Date: 15 January 2024
Time: 14:00-15:30
Venue: Center for Computational Sciences, Workshop Room 
Language: English

14:00-14:45 Challenges for Extreme Scale Sparse Matrix computing 【Abstract
  Prof. Serge G. Petiton (University of Lille and CNRS, France)

High Performance Learning with the Unite and Conquer Approach Abstract


Prof. Nahid Emad (University of Paris-Saclay/Versailles, France)


Exascale machines are now available, based on several different arithmetic (from 64-bit to 16- 32 bit arithmetics, including mixed versions and some that are no longer IEEE compliant) and using different architectures (with network-on-chip processors and/or with accelerators). Brain-scale applications, from machine learning and AI for example, manipulate huge graphs that lead to very sparse non-symmetric linear algebra problems.
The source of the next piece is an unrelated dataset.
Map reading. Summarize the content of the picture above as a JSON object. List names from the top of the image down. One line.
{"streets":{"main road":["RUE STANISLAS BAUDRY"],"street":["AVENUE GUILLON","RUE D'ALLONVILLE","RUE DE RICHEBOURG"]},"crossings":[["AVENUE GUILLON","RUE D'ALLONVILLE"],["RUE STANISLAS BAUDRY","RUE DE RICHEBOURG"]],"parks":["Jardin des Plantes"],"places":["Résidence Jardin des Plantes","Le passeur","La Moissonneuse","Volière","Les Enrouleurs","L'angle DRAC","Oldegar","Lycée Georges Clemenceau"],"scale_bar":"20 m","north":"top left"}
Moreover, those supercomputers have been designed primarily for computational science, mainly numerical simulations, not for machine learning and AI. New applications that are maturing after the convergence of big data and HPC to machine learning and AI would probably generate post- exascale computing that will redefine some programming and application development paradigms. End-users and scientists have to face a lot of challenge associated to these evolutions and the increasing size of the data.
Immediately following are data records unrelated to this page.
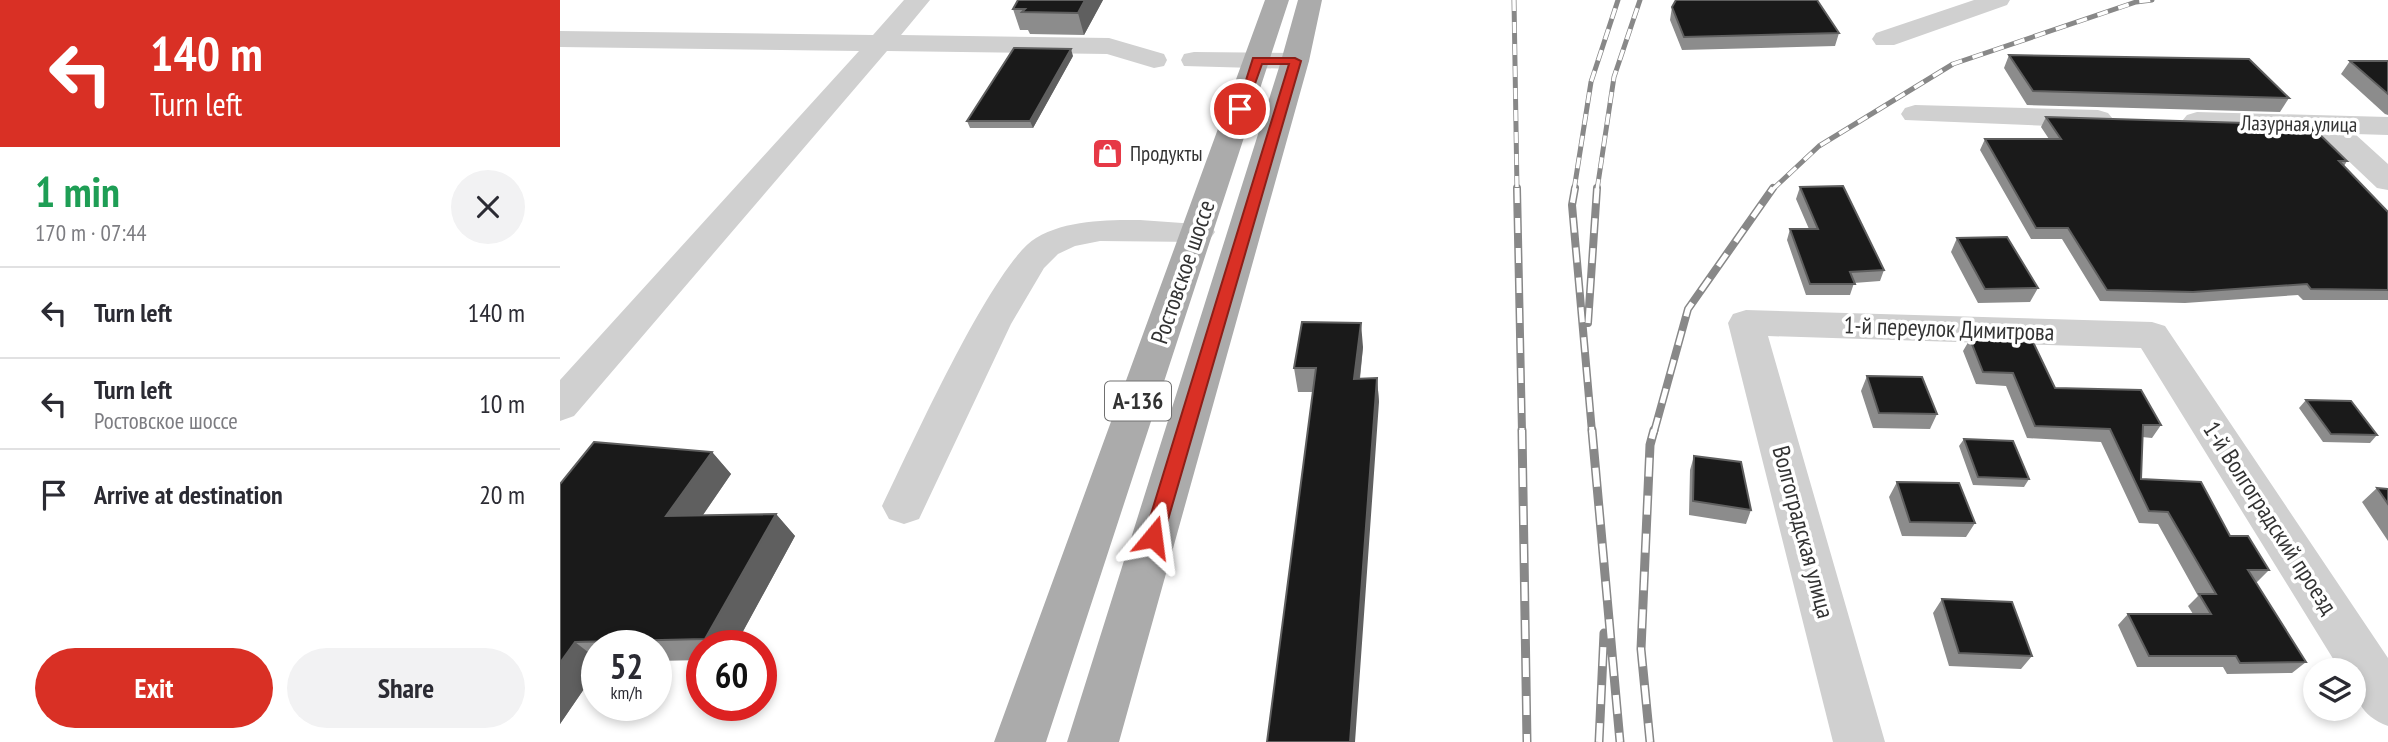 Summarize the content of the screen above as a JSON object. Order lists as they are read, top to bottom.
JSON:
{
  "streets": {
    "main road": ["Ростовское шоссе", "А-136"],
    "street": [
      "Лазурная улица",
      "1-й переулок Димитрова",
      "1-й Волгоградский проезд",
      "Волгоградская улица"
    ]
  },
  "crossings": [
    ["1-й переулок Димитрова", "1-й Волгоградский проезд"],
    ["1-й переулок Димитрова", "Волгоградская улица"]
  ],
  "places": {
    "shop": ["Продукты"]
  },
  "page": {
    "turn": ["140 m", "Turn left"],
    "heading": ["1 min", "170 m · 07:44"],
    "list": [
      {
        "name": "Turn left",
        "value": "140 m"
      },
      {
        "name": "Turn left",
        "note": "Ростовское шоссе",
        "value": "10 m"
      },
      {
        "name": "Arrive at destination",
        "value": "20 m"
      }
    ],
    "speed": "52 km/h",
    "limit": "60",
    "buttons": ["Exit", "Share"]
  }
}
In this talk, after a short description of some recent evolutions having important impacts on our results, in particular about programming paradigms. I present some results obtained on the still #1 supercomputer of the HPCG list, Fugaku, for sequences of sparse matrix products, with respect to the sparsity and the size of the matrices, on the one hand, and to the number of process and nodes, on the other hand. Then, I introduce two opensource generators of very large data, allowing to evaluate several methods using very large graph-sparse matrices as data sets for several application evaluations.


Abstract 2

The ever-increasing production of data requires new methodological and technological approaches to meet the challenge of their effective analyses. We highlight the omnipresence of certain linear algebra methods such as the eigenvalue problem or more generally the singular value decomposition in machine learning techniques. A new machine learning approach based on Unite and Conquer methods, used in linear algebra, will be presented. The important characteristics of this intrinsically parallel and scalable technique make it very well suited to multi-level and heterogeneous parallel and/or distributed architectures. We also highlight the very strong interactions between machine and deep learning methods and sparse linear algebra and present a promising approach in this area. Experimental results demonstrating the interest of these approaches for efficient data analysis in the case of clustering, cybersecurity and road traffic simulation will be presented.